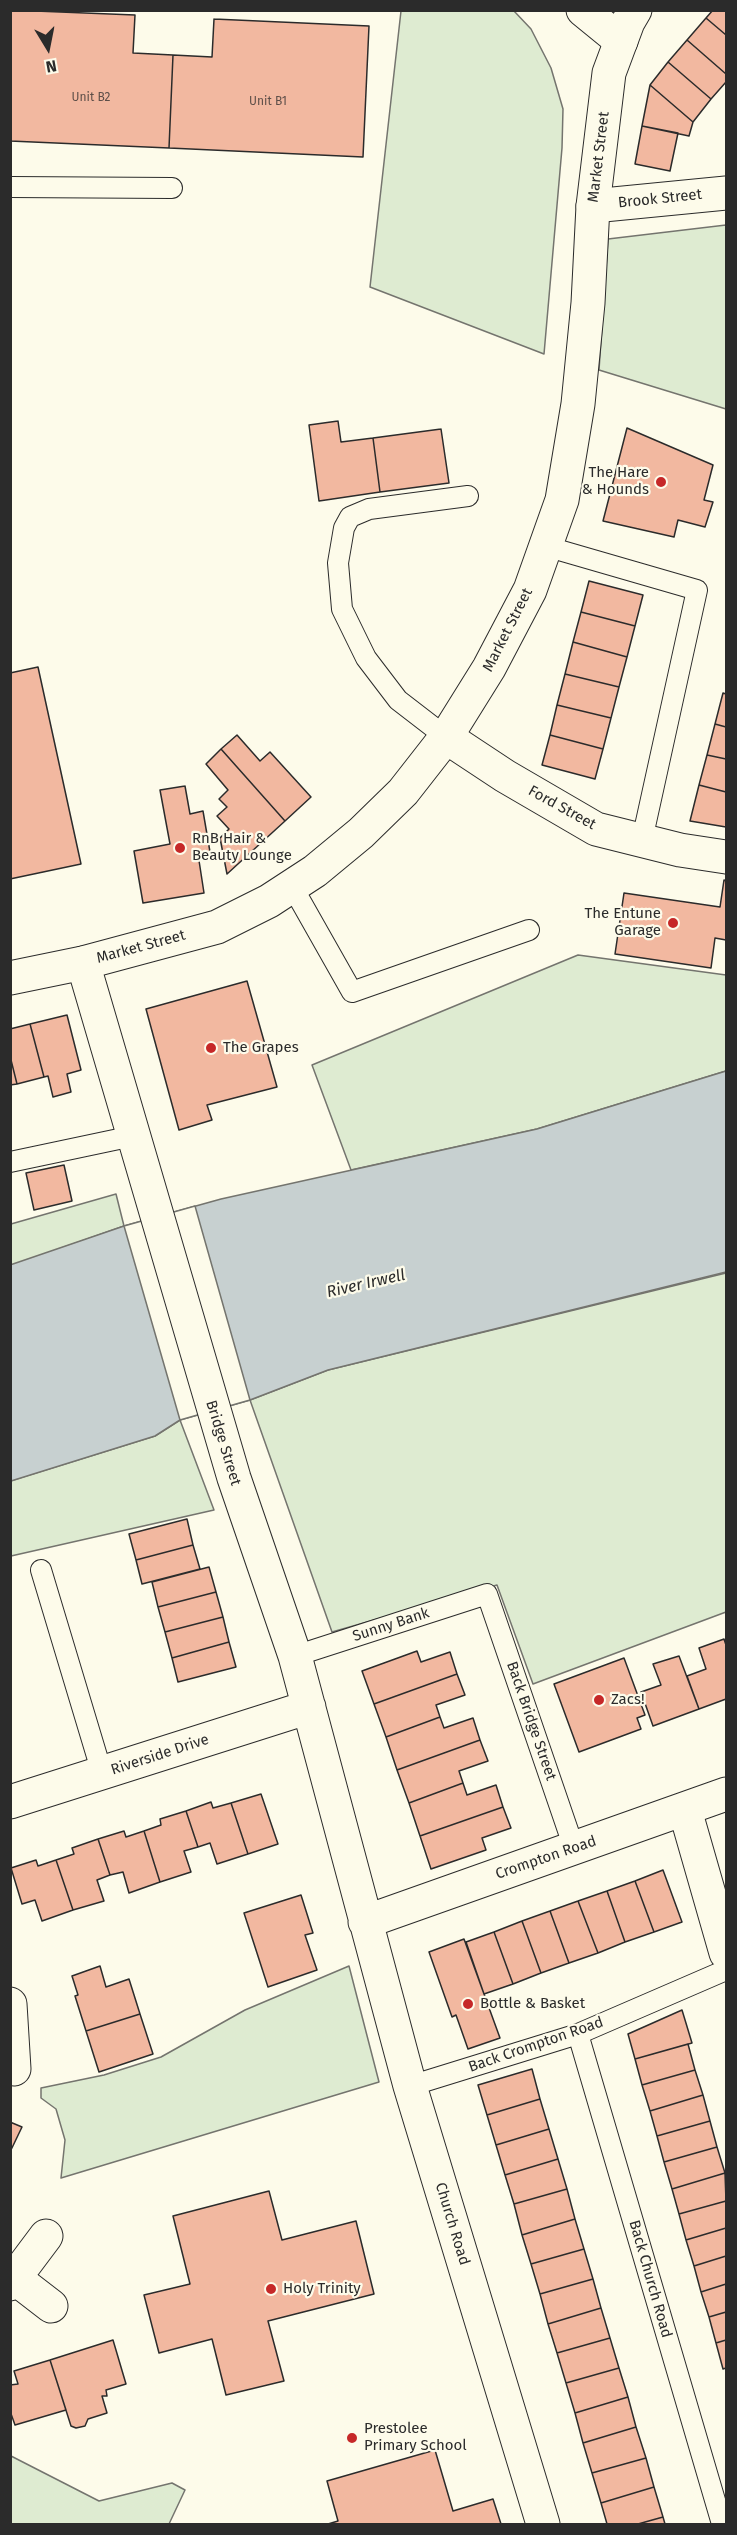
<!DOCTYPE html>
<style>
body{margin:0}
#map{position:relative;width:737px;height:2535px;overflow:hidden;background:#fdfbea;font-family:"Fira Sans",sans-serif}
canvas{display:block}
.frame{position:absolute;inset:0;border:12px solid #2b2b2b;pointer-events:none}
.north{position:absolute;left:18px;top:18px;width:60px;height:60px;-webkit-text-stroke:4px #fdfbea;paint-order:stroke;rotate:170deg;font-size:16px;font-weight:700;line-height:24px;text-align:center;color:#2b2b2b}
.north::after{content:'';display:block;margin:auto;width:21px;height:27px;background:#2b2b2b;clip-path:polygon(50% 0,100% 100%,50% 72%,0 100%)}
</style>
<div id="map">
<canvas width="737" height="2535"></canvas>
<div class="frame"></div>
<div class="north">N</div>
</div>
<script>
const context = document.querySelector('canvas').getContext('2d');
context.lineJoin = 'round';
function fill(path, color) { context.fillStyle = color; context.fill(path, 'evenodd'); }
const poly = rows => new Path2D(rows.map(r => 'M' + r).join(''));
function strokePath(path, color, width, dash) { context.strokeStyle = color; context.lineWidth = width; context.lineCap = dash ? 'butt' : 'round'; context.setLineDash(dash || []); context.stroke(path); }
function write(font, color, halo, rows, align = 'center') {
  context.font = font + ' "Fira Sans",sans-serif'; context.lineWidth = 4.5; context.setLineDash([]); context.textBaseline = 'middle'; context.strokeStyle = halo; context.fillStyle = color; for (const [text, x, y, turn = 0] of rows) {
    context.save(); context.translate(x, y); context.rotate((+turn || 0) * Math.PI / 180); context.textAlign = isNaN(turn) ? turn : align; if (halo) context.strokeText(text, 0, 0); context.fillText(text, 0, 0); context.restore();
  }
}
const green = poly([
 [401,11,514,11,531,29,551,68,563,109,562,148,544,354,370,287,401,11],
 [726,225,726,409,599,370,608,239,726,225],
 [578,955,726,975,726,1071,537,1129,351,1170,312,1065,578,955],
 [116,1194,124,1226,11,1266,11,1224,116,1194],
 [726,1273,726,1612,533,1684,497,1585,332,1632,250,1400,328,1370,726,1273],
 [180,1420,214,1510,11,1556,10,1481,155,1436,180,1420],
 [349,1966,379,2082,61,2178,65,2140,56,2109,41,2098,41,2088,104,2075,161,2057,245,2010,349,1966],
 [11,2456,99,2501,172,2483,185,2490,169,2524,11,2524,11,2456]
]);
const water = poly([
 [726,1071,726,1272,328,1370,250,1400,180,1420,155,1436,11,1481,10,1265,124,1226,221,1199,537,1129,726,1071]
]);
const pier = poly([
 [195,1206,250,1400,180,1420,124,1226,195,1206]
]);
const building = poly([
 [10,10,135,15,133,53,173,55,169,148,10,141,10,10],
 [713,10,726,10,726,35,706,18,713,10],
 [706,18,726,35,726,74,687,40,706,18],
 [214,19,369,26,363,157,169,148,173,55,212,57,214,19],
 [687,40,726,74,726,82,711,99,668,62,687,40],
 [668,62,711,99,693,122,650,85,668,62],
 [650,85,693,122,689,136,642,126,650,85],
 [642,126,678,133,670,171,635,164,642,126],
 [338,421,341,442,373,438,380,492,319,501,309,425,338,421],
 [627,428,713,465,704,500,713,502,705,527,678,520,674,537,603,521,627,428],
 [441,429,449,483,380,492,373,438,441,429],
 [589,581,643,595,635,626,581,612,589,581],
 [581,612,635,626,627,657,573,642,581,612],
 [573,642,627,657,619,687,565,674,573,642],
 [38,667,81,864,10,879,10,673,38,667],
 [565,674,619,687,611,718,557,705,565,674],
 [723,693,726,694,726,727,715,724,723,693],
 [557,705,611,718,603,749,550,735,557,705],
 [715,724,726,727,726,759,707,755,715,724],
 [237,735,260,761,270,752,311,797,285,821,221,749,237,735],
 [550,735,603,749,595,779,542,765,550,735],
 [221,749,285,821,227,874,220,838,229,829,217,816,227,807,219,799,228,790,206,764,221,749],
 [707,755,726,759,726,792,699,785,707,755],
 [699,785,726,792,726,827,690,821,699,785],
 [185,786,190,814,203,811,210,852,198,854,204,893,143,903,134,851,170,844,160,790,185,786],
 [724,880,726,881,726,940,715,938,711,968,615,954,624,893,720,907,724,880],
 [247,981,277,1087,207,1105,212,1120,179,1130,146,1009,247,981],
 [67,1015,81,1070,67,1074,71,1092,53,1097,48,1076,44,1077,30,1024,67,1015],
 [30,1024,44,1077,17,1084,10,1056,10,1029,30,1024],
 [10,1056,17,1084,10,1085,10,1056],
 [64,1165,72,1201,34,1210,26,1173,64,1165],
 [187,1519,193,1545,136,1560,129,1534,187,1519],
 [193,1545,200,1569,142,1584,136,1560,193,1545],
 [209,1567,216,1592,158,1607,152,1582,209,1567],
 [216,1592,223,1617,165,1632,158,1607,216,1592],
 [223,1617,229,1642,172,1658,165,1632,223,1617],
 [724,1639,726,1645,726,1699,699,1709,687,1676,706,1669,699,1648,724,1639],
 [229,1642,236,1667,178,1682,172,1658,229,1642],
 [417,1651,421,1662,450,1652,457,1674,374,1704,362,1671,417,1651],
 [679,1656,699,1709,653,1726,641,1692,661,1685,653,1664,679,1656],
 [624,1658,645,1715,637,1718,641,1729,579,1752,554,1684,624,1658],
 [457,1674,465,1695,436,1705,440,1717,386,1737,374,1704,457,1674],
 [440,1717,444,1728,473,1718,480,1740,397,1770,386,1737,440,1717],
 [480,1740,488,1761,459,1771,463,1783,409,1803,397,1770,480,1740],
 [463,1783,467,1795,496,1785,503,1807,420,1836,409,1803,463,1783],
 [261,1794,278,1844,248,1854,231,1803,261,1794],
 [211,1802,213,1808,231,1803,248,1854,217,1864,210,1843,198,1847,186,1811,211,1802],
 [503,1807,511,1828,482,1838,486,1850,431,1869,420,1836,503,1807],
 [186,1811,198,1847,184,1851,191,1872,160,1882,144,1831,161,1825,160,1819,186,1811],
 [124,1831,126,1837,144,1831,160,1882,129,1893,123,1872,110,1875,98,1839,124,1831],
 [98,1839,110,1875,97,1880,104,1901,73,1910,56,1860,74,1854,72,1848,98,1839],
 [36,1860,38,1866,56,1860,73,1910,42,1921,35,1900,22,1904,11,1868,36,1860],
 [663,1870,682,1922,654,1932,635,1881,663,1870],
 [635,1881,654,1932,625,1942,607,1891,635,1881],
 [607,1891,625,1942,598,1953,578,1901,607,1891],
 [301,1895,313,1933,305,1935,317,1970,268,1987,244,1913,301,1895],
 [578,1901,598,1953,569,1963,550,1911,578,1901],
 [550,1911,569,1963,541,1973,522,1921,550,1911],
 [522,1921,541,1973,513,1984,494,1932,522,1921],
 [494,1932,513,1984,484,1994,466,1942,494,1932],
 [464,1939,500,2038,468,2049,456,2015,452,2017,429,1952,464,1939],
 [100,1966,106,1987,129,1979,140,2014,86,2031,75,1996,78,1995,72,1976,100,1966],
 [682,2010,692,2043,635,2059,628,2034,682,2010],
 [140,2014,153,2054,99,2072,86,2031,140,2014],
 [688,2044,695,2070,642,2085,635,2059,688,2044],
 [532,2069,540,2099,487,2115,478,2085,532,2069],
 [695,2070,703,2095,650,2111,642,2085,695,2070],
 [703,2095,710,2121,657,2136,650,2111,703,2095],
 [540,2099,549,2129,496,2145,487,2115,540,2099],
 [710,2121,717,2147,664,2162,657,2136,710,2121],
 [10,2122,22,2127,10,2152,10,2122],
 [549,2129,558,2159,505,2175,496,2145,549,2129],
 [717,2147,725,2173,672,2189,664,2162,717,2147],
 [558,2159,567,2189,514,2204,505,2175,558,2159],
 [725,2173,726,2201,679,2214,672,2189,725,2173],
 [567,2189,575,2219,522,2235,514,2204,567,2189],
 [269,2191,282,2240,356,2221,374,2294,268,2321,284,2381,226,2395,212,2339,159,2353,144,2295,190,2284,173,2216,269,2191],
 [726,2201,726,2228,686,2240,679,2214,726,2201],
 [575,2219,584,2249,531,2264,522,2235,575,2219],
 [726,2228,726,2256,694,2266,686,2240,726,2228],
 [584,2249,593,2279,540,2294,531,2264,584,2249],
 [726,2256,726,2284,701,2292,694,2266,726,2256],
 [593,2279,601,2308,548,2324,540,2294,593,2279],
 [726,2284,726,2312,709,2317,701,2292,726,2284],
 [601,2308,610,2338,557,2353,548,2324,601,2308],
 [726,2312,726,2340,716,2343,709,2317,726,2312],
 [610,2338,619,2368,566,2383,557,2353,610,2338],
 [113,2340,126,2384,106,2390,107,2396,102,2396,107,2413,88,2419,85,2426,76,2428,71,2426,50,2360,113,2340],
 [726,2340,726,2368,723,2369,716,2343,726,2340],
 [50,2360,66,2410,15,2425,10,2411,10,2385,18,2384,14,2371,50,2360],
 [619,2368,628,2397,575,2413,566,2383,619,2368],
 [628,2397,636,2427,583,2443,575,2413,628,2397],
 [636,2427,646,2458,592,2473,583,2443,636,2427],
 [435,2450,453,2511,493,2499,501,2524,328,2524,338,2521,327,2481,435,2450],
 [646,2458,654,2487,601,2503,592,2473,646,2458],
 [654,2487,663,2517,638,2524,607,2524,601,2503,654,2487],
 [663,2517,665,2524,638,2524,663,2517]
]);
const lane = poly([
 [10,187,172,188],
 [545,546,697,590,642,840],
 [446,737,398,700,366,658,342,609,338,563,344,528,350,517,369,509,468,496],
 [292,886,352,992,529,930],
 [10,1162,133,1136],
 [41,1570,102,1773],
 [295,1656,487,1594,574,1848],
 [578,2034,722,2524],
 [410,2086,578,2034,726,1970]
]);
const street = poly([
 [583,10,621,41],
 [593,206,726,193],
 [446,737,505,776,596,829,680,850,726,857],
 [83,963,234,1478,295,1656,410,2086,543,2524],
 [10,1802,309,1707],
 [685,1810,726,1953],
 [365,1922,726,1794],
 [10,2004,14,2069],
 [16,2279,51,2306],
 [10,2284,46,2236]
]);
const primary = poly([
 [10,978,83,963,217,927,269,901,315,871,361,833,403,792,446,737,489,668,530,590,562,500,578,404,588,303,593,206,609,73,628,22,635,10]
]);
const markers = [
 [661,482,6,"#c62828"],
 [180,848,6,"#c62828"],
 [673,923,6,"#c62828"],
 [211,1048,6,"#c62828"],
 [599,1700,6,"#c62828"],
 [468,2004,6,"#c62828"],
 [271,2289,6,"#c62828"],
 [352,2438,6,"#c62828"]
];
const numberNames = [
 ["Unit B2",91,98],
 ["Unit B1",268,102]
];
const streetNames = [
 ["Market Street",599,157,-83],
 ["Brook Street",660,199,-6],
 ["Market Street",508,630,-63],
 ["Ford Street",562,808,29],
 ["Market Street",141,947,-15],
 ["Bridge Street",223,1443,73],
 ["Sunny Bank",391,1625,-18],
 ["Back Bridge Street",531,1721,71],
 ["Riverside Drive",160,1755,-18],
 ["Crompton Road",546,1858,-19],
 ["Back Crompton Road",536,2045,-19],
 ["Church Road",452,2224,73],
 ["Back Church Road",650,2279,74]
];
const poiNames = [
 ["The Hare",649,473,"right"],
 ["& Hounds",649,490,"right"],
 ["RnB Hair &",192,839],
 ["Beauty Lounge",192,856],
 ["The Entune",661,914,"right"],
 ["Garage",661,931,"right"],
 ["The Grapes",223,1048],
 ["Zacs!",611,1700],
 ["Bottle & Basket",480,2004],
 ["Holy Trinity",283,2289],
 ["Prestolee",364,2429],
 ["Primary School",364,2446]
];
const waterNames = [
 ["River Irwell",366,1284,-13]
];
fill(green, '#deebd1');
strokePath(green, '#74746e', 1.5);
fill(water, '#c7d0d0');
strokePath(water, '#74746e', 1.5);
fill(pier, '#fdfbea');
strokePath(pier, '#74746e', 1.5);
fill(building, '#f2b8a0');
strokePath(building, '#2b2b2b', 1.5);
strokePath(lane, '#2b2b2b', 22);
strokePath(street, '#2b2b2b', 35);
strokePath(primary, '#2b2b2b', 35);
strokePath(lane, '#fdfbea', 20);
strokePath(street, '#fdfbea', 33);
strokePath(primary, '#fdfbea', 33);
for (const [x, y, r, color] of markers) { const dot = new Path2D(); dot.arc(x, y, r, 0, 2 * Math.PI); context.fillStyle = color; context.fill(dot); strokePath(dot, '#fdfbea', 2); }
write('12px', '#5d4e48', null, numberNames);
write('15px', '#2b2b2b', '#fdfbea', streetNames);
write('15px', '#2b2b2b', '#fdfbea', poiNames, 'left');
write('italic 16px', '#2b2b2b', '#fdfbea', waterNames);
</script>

------------------------

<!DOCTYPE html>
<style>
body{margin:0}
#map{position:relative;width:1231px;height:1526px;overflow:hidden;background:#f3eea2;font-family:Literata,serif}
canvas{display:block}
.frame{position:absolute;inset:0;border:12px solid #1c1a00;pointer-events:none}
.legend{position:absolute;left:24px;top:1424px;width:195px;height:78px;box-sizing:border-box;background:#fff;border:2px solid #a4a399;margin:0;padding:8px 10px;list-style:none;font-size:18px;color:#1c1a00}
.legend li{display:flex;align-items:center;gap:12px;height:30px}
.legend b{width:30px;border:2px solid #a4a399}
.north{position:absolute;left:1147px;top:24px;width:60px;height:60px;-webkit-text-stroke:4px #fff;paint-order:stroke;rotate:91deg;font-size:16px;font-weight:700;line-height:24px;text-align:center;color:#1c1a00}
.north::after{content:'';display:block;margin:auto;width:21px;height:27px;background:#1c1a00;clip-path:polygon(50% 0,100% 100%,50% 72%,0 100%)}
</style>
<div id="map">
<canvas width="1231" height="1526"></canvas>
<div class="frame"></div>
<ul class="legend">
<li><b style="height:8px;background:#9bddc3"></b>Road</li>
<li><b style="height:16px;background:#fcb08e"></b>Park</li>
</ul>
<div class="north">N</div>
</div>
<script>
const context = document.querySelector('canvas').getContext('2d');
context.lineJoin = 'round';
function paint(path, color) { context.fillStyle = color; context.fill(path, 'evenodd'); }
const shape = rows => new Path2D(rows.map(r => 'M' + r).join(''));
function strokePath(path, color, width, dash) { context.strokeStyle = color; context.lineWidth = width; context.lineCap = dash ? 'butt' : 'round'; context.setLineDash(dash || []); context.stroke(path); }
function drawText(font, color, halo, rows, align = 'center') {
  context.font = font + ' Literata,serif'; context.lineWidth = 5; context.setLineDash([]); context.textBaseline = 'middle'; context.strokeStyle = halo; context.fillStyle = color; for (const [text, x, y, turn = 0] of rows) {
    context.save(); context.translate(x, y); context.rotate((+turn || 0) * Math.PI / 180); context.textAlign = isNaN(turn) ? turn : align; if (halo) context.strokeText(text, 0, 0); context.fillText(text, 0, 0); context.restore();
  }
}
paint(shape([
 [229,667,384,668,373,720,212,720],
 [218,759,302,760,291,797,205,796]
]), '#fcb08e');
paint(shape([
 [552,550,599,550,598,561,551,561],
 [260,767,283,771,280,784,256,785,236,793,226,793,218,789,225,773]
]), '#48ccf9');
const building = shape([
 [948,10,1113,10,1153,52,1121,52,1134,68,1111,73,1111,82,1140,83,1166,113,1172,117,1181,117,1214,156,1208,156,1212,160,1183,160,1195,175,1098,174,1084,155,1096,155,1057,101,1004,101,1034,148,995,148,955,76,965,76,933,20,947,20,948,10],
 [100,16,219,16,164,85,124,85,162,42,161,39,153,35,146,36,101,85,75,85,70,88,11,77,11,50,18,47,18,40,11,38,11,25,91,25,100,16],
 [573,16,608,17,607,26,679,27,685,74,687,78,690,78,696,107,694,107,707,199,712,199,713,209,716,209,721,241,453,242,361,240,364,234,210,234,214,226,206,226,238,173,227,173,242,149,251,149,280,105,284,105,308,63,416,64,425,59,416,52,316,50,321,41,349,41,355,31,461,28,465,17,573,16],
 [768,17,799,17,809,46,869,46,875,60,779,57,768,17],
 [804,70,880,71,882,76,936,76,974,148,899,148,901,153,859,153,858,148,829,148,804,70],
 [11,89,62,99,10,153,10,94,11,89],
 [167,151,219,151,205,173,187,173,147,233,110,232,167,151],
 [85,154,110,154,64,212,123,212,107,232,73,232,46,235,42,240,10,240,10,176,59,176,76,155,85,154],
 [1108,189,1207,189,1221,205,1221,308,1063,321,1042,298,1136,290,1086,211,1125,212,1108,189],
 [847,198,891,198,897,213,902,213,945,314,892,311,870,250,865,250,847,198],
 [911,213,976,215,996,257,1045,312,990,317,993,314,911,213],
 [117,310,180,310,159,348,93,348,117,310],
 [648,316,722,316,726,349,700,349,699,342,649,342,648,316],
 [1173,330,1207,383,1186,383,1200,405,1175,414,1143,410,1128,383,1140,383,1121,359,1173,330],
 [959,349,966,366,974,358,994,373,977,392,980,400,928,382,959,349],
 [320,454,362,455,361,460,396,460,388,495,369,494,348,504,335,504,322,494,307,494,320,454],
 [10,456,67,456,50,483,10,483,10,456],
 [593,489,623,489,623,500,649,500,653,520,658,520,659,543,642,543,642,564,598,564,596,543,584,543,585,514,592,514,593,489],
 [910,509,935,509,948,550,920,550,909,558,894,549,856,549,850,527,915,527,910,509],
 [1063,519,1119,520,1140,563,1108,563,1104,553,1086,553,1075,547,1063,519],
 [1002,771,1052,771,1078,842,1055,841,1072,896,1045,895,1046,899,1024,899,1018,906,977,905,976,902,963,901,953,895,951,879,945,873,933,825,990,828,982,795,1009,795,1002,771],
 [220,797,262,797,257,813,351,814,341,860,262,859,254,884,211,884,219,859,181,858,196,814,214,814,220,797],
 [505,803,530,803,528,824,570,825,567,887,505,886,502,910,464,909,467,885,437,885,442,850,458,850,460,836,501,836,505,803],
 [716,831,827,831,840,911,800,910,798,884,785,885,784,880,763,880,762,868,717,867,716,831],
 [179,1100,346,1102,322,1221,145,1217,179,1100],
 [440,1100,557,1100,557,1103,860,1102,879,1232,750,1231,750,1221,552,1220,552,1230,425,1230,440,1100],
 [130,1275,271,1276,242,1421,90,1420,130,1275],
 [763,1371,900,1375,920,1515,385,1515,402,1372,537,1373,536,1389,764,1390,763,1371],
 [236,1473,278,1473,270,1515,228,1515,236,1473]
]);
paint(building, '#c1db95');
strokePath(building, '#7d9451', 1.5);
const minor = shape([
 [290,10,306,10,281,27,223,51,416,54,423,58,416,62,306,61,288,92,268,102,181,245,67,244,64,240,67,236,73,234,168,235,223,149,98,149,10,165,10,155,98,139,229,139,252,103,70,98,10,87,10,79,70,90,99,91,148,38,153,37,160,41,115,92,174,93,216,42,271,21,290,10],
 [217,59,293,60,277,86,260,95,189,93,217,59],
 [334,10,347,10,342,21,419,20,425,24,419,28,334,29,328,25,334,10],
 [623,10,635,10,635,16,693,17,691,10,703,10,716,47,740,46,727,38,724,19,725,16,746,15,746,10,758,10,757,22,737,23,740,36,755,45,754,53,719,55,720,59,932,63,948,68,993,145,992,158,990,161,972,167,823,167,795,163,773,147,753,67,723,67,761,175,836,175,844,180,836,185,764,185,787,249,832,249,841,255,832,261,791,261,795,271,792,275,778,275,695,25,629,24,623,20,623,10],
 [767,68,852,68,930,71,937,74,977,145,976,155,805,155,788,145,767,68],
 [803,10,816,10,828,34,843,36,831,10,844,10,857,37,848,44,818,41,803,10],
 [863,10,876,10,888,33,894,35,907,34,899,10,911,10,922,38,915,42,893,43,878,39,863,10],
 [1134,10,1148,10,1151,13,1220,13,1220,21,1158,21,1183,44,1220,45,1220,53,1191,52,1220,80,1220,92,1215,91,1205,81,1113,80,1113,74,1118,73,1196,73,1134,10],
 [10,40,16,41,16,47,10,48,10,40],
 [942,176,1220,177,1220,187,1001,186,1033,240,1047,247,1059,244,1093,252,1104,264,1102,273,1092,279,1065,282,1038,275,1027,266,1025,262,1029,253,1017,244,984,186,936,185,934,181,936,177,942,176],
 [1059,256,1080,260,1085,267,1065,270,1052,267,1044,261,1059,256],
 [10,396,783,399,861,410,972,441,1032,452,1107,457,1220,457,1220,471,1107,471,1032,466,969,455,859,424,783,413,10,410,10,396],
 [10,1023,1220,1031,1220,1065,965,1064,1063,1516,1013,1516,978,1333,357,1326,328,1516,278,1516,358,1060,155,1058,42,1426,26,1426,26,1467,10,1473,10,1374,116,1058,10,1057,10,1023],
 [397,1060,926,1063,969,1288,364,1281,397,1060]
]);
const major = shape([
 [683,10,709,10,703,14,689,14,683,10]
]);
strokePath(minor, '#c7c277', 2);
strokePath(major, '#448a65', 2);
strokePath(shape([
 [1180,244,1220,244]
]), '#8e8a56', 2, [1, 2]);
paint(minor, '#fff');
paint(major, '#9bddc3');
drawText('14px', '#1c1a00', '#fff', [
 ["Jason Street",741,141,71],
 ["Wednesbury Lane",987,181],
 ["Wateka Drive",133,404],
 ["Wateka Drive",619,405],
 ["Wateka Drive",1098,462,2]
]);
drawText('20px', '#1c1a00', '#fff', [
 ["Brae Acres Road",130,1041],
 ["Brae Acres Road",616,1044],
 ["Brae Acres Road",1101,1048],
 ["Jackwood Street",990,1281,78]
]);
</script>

------------------------

Read each line of the material, and wherever the word "rows" turns up, copy that line.

(Your response):
const poly = rows => new Path2D(rows.map(r => 'M' + r).join(''));
function write(font, color, halo, rows, align = 'center') {
  context.font = font + ' "Fira Sans",sans-serif'; context.lineWidth = 4.5; context.setLineDash([]); context.textBaseline = 'middle'; context.strokeStyle = halo; context.fillStyle = color; for (const [text, x, y, turn = 0] of rows) {
const shape = rows => new Path2D(rows.map(r => 'M' + r).join(''));
function drawText(font, color, halo, rows, align = 'center') {
  context.font = font + ' Literata,serif'; context.lineWidth = 5; context.setLineDash([]); context.textBaseline = 'middle'; context.strokeStyle = halo; context.fillStyle = color; for (const [text, x, y, turn = 0] of rows) {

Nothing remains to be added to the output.